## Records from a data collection
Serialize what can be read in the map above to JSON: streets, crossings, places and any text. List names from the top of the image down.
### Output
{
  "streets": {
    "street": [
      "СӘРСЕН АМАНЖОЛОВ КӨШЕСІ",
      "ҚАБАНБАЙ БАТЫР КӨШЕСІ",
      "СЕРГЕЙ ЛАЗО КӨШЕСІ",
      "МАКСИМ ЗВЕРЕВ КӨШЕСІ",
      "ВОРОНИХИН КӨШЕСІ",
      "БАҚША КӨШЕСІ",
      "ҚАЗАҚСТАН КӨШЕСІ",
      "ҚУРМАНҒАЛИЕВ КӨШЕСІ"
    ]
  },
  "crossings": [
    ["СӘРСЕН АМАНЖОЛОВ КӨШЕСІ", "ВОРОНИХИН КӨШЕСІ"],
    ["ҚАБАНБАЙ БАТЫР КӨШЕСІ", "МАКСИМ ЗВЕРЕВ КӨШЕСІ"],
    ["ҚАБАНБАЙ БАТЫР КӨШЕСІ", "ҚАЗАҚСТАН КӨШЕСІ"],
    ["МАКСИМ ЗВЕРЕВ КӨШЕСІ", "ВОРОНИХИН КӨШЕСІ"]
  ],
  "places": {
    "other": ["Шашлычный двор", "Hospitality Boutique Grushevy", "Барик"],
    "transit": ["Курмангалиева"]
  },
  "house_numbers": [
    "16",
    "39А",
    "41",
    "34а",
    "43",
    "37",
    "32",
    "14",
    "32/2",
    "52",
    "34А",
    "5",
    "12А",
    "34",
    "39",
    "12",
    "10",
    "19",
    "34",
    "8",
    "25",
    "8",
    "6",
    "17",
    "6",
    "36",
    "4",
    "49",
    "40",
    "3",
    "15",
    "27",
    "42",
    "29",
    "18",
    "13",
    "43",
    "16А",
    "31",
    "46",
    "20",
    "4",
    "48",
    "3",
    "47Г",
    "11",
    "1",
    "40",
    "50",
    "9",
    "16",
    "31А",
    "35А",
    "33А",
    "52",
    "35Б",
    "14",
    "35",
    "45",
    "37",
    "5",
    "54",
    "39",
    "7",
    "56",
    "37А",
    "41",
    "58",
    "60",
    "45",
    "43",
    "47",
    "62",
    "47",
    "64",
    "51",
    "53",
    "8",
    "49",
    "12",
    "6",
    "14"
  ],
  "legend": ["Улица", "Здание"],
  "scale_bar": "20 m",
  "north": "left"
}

## Instructions to follow
Reproduce every entry above. Make each line identical to the original.

## Written answer
Serialize what can be read in the map above to JSON: streets, crossings, places and any text. List names from the top of the image down.
### Output
{
  "streets": {
    "street": [
      "СӘРСЕН АМАНЖОЛОВ КӨШЕСІ",
      "ҚАБАНБАЙ БАТЫР КӨШЕСІ",
      "СЕРГЕЙ ЛАЗО КӨШЕСІ",
      "МАКСИМ ЗВЕРЕВ КӨШЕСІ",
      "ВОРОНИХИН КӨШЕСІ",
      "БАҚША КӨШЕСІ",
      "ҚАЗАҚСТАН КӨШЕСІ",
      "ҚУРМАНҒАЛИЕВ КӨШЕСІ"
    ]
  },
  "crossings": [
    ["СӘРСЕН АМАНЖОЛОВ КӨШЕСІ", "ВОРОНИХИН КӨШЕСІ"],
    ["ҚАБАНБАЙ БАТЫР КӨШЕСІ", "МАКСИМ ЗВЕРЕВ КӨШЕСІ"],
    ["ҚАБАНБАЙ БАТЫР КӨШЕСІ", "ҚАЗАҚСТАН КӨШЕСІ"],
    ["МАКСИМ ЗВЕРЕВ КӨШЕСІ", "ВОРОНИХИН КӨШЕСІ"]
  ],
  "places": {
    "other": ["Шашлычный двор", "Hospitality Boutique Grushevy", "Барик"],
    "transit": ["Курмангалиева"]
  },
  "house_numbers": [
    "16",
    "39А",
    "41",
    "34а",
    "43",
    "37",
    "32",
    "14",
    "32/2",
    "52",
    "34А",
    "5",
    "12А",
    "34",
    "39",
    "12",
    "10",
    "19",
    "34",
    "8",
    "25",
    "8",
    "6",
    "17",
    "6",
    "36",
    "4",
    "49",
    "40",
    "3",
    "15",
    "27",
    "42",
    "29",
    "18",
    "13",
    "43",
    "16А",
    "31",
    "46",
    "20",
    "4",
    "48",
    "3",
    "47Г",
    "11",
    "1",
    "40",
    "50",
    "9",
    "16",
    "31А",
    "35А",
    "33А",
    "52",
    "35Б",
    "14",
    "35",
    "45",
    "37",
    "5",
    "54",
    "39",
    "7",
    "56",
    "37А",
    "41",
    "58",
    "60",
    "45",
    "43",
    "47",
    "62",
    "47",
    "64",
    "51",
    "53",
    "8",
    "49",
    "12",
    "6",
    "14"
  ],
  "legend": ["Улица", "Здание"],
  "scale_bar": "20 m",
  "north": "left"
}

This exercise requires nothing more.